G-SQL
Load Flights Data into Elastic Dataset
gsql("insert into pcatalog.gimel_flights_elastic select * from pcatalog.flights_hdfs")
Cache Flights
gsql("cache table flights_elastic select * from pcatalog.gimel_flights_elastic")
Read Data from Elastic
gsql("select * from flights_elastic").show(10)
Scala API for Catalog Provider-USER
Please execute the steps in this section if you have choosen CatalogProvider as USER or if you executed the following command
gsql("set gimel.catalog.provider=USER")
Set options
val datasetPropsJson = """{
"datasetType": "ELASTIC_SEARCH",
"fields": [],
"partitionFields": [],
"props": {
"es.mapping.date.rich":"true",
"es.nodes":"http://elasticsearch",
"es.port":"9200",
"es.resource":"flights/data",
"es.index.auto.create":"true",
"gimel.es.schema.mapping":"{\"location\": { \"type\": \"geo_point\" } }",
"gimel.es.index.partition.delimiter":"-",
"gimel.es.index.partition.isEnabled":"true",
"gimel.es.index.read.all.partitions.isEnabled":"true",
"gimel.es.index.partition.suffix":"20180205",
"gimel.es.schema.mapping":"{\"executionStartTime\": {\"format\": \"strict_date_optional_time||epoch_millis\", \"type\": \"date\" }, \"createdTime\": {\"format\": \"strict_date_optional_time||epoch_millis\", \"type\": \"date\"},\"endTime\": {\"format\": \"strict_date_optional_time||epoch_millis\", \"type\": \"date\"}}",
"gimel.storage.type":"ELASTIC_SEARCH",
"datasetName":"pcatalog.gimel_flights_elastic"
}
}"""
val options = Map("pcatalog.gimel_flights_elastic.dataSetProperties"->datasetPropsJson)

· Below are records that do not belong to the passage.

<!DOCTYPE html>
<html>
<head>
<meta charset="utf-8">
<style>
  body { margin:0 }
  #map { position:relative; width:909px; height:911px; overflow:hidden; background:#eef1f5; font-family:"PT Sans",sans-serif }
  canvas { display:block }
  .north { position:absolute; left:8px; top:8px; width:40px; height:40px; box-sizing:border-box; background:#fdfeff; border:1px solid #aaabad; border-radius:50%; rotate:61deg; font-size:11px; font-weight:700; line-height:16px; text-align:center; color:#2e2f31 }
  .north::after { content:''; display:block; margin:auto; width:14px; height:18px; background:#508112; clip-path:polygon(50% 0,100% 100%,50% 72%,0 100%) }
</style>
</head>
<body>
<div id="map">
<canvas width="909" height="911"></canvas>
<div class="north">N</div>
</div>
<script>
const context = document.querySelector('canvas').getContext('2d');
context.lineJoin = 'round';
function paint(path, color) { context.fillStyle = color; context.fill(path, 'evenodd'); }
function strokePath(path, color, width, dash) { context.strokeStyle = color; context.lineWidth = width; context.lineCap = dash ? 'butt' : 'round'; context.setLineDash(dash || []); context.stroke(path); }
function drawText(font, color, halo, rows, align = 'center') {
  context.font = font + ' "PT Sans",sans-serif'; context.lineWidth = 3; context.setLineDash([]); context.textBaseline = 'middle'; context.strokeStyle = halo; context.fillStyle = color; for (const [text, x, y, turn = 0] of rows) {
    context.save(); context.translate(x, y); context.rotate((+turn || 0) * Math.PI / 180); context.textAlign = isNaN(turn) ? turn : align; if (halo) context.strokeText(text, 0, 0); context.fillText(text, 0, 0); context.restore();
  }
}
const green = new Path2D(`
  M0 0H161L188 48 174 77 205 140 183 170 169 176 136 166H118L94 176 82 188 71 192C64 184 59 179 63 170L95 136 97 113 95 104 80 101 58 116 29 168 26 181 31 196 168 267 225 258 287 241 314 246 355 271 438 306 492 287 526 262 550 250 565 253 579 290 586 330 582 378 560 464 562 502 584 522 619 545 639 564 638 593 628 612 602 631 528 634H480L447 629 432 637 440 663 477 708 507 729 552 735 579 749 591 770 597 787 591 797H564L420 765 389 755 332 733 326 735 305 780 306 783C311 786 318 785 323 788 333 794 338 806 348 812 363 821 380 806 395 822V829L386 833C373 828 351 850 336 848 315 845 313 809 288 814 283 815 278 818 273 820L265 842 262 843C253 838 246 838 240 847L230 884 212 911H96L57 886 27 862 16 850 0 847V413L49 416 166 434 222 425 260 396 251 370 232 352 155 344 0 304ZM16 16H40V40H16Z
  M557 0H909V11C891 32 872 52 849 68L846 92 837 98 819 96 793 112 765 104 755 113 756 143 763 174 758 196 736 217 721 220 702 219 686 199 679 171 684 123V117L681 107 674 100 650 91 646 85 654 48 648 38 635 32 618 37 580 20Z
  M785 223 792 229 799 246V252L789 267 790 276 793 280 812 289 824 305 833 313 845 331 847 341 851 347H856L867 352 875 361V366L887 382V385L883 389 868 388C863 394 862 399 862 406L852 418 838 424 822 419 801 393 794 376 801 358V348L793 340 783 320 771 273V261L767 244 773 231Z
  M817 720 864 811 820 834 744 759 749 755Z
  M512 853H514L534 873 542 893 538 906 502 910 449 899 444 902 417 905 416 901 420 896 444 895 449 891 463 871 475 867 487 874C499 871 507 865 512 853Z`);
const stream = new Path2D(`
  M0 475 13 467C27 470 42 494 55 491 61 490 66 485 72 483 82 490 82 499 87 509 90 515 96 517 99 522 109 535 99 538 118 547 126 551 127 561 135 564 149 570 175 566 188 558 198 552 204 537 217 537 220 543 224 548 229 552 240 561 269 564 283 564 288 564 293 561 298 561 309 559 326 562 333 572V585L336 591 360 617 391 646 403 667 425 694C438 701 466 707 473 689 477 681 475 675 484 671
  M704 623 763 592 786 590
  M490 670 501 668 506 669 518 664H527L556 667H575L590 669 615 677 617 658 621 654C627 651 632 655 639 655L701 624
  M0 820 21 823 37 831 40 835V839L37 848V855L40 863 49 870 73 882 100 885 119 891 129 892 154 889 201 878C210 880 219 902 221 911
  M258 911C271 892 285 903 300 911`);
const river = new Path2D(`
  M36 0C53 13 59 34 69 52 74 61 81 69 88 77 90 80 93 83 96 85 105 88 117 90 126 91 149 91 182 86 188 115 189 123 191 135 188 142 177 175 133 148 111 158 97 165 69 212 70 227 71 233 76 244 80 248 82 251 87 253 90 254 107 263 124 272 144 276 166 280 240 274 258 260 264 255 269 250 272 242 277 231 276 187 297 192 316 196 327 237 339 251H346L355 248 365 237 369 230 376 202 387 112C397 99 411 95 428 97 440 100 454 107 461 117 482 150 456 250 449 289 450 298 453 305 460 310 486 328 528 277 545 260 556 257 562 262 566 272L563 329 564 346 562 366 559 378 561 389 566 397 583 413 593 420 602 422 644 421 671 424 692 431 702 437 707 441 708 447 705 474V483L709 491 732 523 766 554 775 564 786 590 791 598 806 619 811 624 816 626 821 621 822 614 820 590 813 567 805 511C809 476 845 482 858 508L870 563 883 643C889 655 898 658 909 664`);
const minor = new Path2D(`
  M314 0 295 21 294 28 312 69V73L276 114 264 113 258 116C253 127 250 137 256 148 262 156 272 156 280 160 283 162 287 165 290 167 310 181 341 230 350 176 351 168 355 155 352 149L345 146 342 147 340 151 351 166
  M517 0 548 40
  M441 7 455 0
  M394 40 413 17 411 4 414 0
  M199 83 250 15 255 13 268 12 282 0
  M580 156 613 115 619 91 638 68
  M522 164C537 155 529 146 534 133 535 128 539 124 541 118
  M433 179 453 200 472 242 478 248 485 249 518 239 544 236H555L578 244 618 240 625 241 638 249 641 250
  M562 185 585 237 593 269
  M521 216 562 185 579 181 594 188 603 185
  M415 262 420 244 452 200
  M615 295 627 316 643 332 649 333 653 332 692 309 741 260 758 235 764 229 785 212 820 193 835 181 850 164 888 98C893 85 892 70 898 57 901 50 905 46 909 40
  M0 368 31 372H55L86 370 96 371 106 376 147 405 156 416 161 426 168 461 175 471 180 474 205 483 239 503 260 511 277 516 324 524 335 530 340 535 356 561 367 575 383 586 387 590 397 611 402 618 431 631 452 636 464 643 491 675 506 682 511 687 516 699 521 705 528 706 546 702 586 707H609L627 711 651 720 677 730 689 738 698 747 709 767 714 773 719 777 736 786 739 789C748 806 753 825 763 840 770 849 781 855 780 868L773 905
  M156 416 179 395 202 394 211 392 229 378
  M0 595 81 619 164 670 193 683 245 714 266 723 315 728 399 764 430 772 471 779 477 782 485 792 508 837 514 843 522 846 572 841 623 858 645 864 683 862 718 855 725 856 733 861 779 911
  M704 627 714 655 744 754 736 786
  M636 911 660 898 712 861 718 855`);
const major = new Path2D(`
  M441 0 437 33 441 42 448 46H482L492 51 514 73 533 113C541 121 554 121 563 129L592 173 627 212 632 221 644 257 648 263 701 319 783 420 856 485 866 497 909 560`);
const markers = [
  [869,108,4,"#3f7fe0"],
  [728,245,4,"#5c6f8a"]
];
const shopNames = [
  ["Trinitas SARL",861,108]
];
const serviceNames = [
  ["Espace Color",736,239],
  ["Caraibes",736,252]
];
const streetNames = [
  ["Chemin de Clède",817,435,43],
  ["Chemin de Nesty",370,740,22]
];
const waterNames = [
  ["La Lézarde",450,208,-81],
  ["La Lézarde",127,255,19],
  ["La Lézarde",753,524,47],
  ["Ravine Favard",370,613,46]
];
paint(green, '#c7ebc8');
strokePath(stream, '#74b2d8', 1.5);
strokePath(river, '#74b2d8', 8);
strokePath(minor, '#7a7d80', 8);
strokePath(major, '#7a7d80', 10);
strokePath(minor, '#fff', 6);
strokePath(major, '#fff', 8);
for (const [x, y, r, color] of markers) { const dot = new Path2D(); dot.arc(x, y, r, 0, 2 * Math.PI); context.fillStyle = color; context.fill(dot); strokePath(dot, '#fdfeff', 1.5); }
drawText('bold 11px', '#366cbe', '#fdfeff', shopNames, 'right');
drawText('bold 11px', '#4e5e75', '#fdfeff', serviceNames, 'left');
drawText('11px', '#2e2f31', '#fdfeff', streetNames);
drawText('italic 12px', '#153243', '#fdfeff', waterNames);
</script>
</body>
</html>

val datasetHivePropsJson = """{
"datasetType": "HDFS",
"fields": [],
"partitionFields": [],
"props": {
"gimel.hdfs.data.format":"csv",
"location":"hdfs://namenode:8020/flights/data",
"datasetName":"pcatalog.flights_hdfs"
}
}"""
val hiveOptions = Map("pcatalog.flights_hdfs.dataSetProperties"->datasetHivePropsJson)
Load Flights Data into Elastic Dataset
import com.paypal.gimel._
val dataSet = DataSet(spark)
val hivedf = dataSet.read("pcatalog.flights_hdfs",hiveOptions)
val df = dataSet.write("pcatalog.gimel_flights_elastic",hivedf,options)
df.count
Read Data from Elastic
import com.paypal.gimel._
val dataSet = DataSet(spark)
val df = dataSet.read("pcatalog.gimel_flights_elastic",options)
df.show(10)
Scala API for Catalog Provider-HIVE
Please execute the steps in this section if you have choosen CatalogProvider as HIVE or if you executed the following command
gsql("set gimel.catalog.provider=HIVE")
Load Flights Data into Elastic Dataset
import com.paypal.gimel._
val dataSet = DataSet(spark)
val hivedf = dataSet.read("pcatalog.flights_hdfs")
val df = dataSet.write("pcatalog.gimel_flights_elastic",hivedf)
df.count
Read Data from Elastic
import com.paypal.gimel._
val dataSet = DataSet(spark)
val df = dataSet.read("pcatalog.gimel_flights_elastic")
df.show(10)